Per la cancellazione del fermo occorre presentare a un qualsiasi ufficio provinciale del Pubblico Registro Automobilistico (PRA):

  • il provvedimento di revoca in originale (rilasciato dal concessionario della riscossione dopo aver saldato il debito per il quale il fermo è stato iscritto) contenente i dati del veicolo, del debitore e l’importo del credito di cui si chiede la cancellazione;
  • il certificato di proprietà (CdP), sul cui retro compilare la nota di richiesta, o il foglio complementare;
  • il modello NP-3 (se non si utilizza il CdP come nota di richiesta).

A seguito dell’esito positivo della richiesta, viene cancellato il fermo amministrativo e viene rilasciato un nuovo certificato di proprietà.

Casi particolari: errore del concessionario e vendita anteriore all’iscrizione del fermo

Se il fermo amministrativo è stato iscritto erroneamente, perché basato su una somma non dovuta dal contribuente (sgravio totale per indebito), il concessionario della riscossione provvede a richiedere al PRA la cancellazione gratuita dell’iscrizione del fermo.

Se il veicolo è stato venduto con atto di data certa anteriore all’iscrizione del fermo, dopo aver trascritto il passaggio di proprietà al PRA, il concessionario della riscossione, a seguito di comunicazione da parte dell’ACI, provvederà a cancellare gratuitamente il fermo amministrativo dagli archivi del PRA. Il veicolo non è quindi soggetto ad alcuna limitazione della disponibilità.

Come verificare se è stato iscritto un fermo amministrativo

E’ possibile richiedere una visura della targa del veicolo all’ufficio provinciale ACI (PRA), o tramite il servizio online , o ad una delegazione ACI o ad uno studio di consulenza automobilistica (agenzia pratiche auto).

La visura riporta tutte le informazioni giuridico-patrimoniali relative al veicolo, risultanti in quel momento.

Come opporsi ad un’iscrizione di fermo amministrativo ritenuta illegittima

Avverso il provvedimento di fermo è consentito proporre opposizione.

L’art. 19, comma 1, del D.Lgs. 31.12.1992 n. 546 attribuisce alla giurisdizione delle Commissioni Tributarie le opposizioni sui fermi di beni mobili registrati di cui all’articolo 86 del decreto del Presidente della Repubblica 29 settembre 1973, n. 602, e successive modificazioni.

Tuttavia, il Supremo Collegio, a Sezioni Unite, ha sancito la ripartizione della competenza tra giudice ordinario e giudice tributario nei casi di fermo amministrativo di beni mobili registrati, stabilendo che: “Con riferimento alle controversie aventi per oggetto il provvedimento di fermo di beni mobili registrati, di cui all’art. 86 del d.P.R. n. 602 del 1972, ai fini della giurisdizione rileva la natura dei crediti posti a fondamento del provvedimento di fermo, con la conseguenza che la giurisdizione spetterà al giudice tributario o al giudice ordinario a seconda della natura tributaria o meno dei crediti, ovvero ad entrambi se il provvedimento di fermo si riferisce in parte a crediti tributari e in parte a crediti non tributari”. (Cfr.
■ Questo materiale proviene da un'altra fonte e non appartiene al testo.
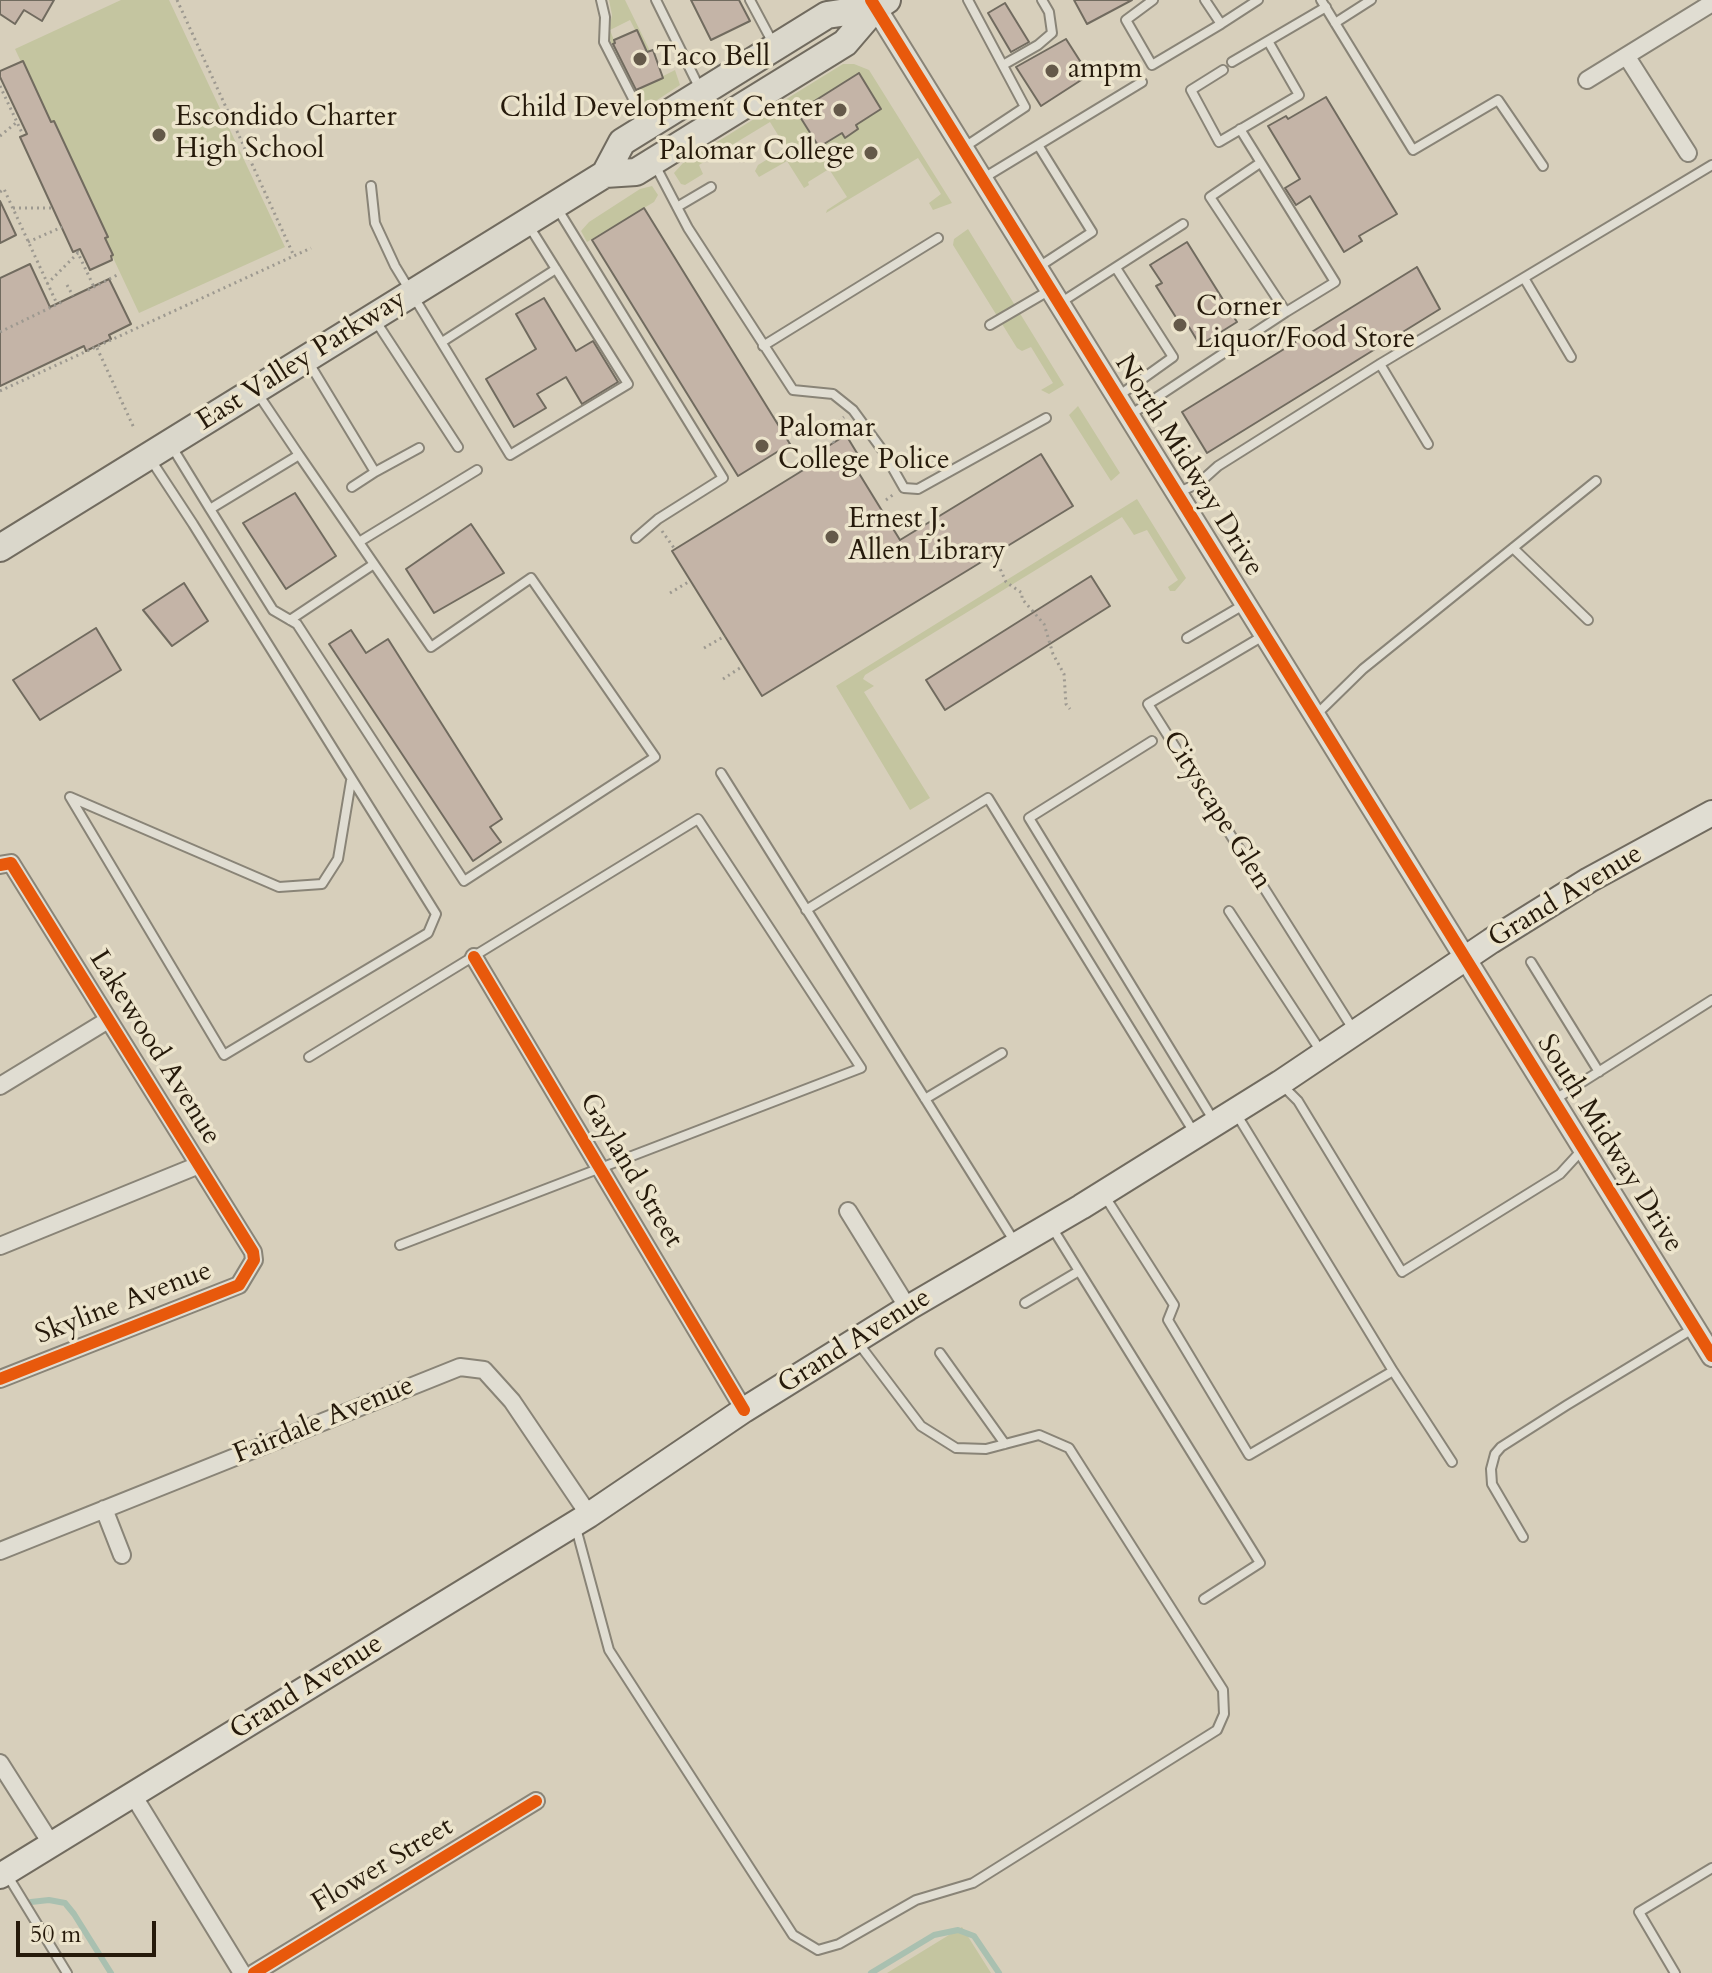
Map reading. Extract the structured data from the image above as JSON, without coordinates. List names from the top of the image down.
{
  "streets": {
    "main road": ["East Valley Parkway", "Grand Avenue"],
    "street": [
      "North Midway Drive",
      "Lakewood Avenue",
      "South Midway Drive",
      "Gayland Street",
      "Skyline Avenue",
      "Fairdale Avenue",
      "Flower Street"
    ],
    "lane": ["Cityscape Glen"]
  },
  "crossings": [
    ["East Valley Parkway", "North Midway Drive"],
    ["North Midway Drive", "Cityscape Glen"],
    ["North Midway Drive", "Grand Avenue"],
    ["North Midway Drive", "South Midway Drive"],
    ["Cityscape Glen", "Grand Avenue"],
    ["Grand Avenue", "South Midway Drive"],
    ["Grand Avenue", "Gayland Street"],
    ["Grand Avenue", "Fairdale Avenue"],
    ["Lakewood Avenue", "Skyline Avenue"]
  ],
  "places": [
    "Taco Bell",
    "ampm",
    "Child Development Center",
    "Escondido Charter High School",
    "Palomar College",
    "Corner Liquor/Food Store",
    "Palomar College Police",
    "Ernest J. Allen Library"
  ],
  "scale_bar": "50 m"
}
Cass. civ. (Ord.), Sez. Unite, 05/06/2008, n. 14831).

Il preavviso di fermo amministrativo

Il preavviso di fermo amministrativo, introdotto nella prassi sulla base di istruzioni fornite dall’Agenzia delle Entrate alle società di riscossione al fine di superare il disposto dell’ art. 86, comma 2, d.P.R. 29 settembre 1973 n. 602 – in forza del quale il concessionario deve dare comunicazione del provvedimento di fermo al soggetto nei cui confronti si procede, decorsi sessanta giorni dalla notificazione della cartella esattoriale – e consistente nell’ulteriore invito all’obbligato di effettuare il pagamento, con la contestuale comunicazione che, alla scadenza dell’ulteriore termine, si procederà all’iscrizione del fermo, rappresenta un atto autonomamente impugnabile anche se riguardante obbligazioni di natura extratributaria.
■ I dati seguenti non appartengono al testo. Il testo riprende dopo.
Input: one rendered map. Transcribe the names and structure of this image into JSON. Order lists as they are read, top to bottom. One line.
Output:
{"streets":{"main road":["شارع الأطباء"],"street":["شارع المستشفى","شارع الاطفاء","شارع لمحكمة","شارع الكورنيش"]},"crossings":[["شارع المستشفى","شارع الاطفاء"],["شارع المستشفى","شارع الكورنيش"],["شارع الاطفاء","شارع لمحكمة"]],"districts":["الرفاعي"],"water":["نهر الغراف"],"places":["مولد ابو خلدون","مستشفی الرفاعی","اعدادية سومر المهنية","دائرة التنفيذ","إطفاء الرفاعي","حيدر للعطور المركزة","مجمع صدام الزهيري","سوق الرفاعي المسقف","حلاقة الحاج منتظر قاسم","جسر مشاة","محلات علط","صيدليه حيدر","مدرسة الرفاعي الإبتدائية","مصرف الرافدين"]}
Si tratta, infatti, di atto funzionale a portare a conoscenza dell’obbligato una determinata pretesa dell’Amministrazione, rispetto alla quale sorge l’interesse alla tutela giurisdizionale per il controllo della legittimità sostanziale della stessa, dovendo altrimenti l’obbligato attendere il decorso dell’ulteriore termine concessogli per impugnare l’iscrizione del fermo, direttamente in sede di esecuzione, con aggravio di spese ed ingiustificata perdita di tempo.

DiRaffaele Boccia

Tribunale di Milano: la sentenza delle Sezioni Unite non ha effetto retroattivo

Il Tribunale di Milano, pur condividendo le conclusioni cui sono giunte le SS.UU. della Cassazione nella famosa sentenza sul termine di costituzione dell’opponente a decreto ingiuntivo, afferma la sussistenza, nel nostro ordinamento, del principio di affidamento sul diritto vivente, in base al quale una nuova interpretazione della norma che capovolga un precedente consolidato orientamento giurisprudenziale non può pregiudicare la parte che su quel principio aveva fatto affidamento.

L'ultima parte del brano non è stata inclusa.